Bill Tarrant
eight years of selling mugs at the Saturday market, rain or not
$20/hour , set by Bill Tarrant.
I fixed furnaces around Dayton for twenty-six years. Took a pottery class at the community center in 2015 because my knees were done with crawl spaces, and by 2017 I had a booth at the Saturday market off Wayne Avenue.
First market I sold $85 worth and had paid $60 for the space. Sat in my truck afterward and wondered what I thought I was doing. Then in 2019 a kiln element failed overnight and I lost about sixty mugs the week before my biggest show of the year. You learn to keep going or you quit. I didn't quit.

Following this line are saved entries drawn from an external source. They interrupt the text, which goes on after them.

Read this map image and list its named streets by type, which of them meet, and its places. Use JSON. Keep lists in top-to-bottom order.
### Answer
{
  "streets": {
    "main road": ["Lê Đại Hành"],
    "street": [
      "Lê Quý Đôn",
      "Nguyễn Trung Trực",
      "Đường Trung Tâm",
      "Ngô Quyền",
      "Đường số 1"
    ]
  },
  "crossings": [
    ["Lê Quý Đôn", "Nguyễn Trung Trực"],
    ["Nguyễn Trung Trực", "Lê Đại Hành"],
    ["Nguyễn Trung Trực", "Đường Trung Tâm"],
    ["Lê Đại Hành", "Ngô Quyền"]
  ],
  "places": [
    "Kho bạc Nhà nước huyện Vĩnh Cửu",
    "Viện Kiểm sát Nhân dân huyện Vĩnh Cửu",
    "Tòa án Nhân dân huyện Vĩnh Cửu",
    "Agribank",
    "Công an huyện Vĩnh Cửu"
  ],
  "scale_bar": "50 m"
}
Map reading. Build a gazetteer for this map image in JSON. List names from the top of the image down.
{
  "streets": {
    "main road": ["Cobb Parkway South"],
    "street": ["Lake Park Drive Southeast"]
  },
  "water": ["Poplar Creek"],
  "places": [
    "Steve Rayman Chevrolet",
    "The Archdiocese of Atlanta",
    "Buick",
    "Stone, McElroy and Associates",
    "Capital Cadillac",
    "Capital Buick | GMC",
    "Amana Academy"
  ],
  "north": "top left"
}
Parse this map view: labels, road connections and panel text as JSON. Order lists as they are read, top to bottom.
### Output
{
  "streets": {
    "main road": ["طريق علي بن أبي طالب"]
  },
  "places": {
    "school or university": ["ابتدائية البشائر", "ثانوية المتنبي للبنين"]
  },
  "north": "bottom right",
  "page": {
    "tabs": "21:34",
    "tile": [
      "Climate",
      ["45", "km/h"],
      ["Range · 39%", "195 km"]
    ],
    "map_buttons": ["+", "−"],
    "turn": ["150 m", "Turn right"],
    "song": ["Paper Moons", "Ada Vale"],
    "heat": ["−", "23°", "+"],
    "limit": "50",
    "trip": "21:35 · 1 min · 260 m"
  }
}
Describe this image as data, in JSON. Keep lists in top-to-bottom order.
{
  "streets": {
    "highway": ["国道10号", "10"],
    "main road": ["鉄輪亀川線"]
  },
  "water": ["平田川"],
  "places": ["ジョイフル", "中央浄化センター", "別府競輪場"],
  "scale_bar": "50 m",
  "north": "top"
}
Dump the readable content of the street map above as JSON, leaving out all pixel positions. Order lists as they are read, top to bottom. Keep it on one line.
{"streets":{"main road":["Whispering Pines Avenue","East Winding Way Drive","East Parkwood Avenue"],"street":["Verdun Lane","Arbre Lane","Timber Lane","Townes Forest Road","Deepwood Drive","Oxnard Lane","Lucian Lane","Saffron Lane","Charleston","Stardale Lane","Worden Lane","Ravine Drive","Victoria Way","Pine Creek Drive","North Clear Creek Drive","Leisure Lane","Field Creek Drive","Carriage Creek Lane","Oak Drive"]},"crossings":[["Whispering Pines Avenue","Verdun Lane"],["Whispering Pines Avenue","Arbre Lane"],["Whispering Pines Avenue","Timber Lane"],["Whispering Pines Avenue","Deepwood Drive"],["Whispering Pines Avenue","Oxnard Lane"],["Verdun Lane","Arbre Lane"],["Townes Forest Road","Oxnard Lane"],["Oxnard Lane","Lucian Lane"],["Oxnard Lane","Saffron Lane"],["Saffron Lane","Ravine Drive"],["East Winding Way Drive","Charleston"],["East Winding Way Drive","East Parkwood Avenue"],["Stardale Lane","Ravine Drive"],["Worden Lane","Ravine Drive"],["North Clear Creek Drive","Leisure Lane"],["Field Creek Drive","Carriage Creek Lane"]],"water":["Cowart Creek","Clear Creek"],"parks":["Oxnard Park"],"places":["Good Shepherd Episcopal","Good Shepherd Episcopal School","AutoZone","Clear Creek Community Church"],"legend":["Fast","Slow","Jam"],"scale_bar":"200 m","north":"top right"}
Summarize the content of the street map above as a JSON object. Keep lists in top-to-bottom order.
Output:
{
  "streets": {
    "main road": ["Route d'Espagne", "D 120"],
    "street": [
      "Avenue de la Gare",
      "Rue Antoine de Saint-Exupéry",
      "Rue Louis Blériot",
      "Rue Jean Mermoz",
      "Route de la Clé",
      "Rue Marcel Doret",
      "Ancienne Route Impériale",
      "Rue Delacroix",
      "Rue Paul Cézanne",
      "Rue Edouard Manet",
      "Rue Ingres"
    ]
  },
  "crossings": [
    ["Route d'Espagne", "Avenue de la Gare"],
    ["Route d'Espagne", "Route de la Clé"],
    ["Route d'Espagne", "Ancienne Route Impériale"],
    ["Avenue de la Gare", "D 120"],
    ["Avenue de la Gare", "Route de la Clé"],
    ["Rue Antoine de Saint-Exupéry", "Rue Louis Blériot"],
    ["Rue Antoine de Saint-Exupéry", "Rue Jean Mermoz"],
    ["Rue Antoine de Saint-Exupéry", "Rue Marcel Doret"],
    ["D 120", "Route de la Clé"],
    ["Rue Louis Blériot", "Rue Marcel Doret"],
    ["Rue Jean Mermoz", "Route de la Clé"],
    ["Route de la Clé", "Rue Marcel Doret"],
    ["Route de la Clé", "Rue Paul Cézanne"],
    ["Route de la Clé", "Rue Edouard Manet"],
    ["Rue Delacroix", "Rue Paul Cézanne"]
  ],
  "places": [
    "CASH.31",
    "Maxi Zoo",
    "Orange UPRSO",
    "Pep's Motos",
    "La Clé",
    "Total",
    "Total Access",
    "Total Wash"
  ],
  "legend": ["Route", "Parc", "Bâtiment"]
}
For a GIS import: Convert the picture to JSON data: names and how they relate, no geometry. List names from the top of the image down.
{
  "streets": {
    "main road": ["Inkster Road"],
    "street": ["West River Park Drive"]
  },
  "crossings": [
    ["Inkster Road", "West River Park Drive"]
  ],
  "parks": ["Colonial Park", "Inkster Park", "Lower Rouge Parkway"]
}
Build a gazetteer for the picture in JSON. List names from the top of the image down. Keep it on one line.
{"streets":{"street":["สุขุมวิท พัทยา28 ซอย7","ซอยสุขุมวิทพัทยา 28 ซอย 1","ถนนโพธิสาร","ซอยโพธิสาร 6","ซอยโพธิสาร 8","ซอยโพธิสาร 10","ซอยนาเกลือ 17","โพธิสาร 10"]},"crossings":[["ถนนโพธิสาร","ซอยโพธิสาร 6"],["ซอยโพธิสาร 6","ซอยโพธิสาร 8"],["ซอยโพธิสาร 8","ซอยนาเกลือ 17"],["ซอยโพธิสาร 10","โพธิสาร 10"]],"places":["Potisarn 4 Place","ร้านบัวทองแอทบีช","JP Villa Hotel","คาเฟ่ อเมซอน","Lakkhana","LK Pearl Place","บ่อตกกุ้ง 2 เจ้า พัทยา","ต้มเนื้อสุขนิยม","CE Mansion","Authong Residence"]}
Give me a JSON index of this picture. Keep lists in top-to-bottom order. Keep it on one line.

If we talk, we talk plain. Your prices, your table, what people pick up and put back down. I'll tell you what I see. Most makers charge too little and talk too much at their own booth. We work on both.
More background
Know it cold: cone 6 stoneware production, keeping glazes consistent across batches, pricing handmade work so you don't lose money on it, booth layout, tents and tent weights (learn about weights before the wind teaches you), market applications, sales tax basics for Ohio makers, and reading which pieces actually move versus which ones just collect compliments. Eight years at the Dayton Saturday markets plus about a dozen craft fairs a year. Right fit: potters and other makers who want to sell in person at markets and fairs. Also decent for anybody starting a small trade after a long first career, since I know that road personally. Wrong fit: folks aiming at galleries, folks who only sell online, and anybody who mostly wants their feelings managed. I'm friendly, but I'm not soft about numbers. I'm mostly free November through March; summer Saturdays are out, that's the market. Between sessions I'm not much of a texter, but send one photo of your booth or your price list and I'll call you back inside a couple days with what I'd change. Sessions are on the phone. I don't do video. Shop wifi is terrible and my hands are usually muddy.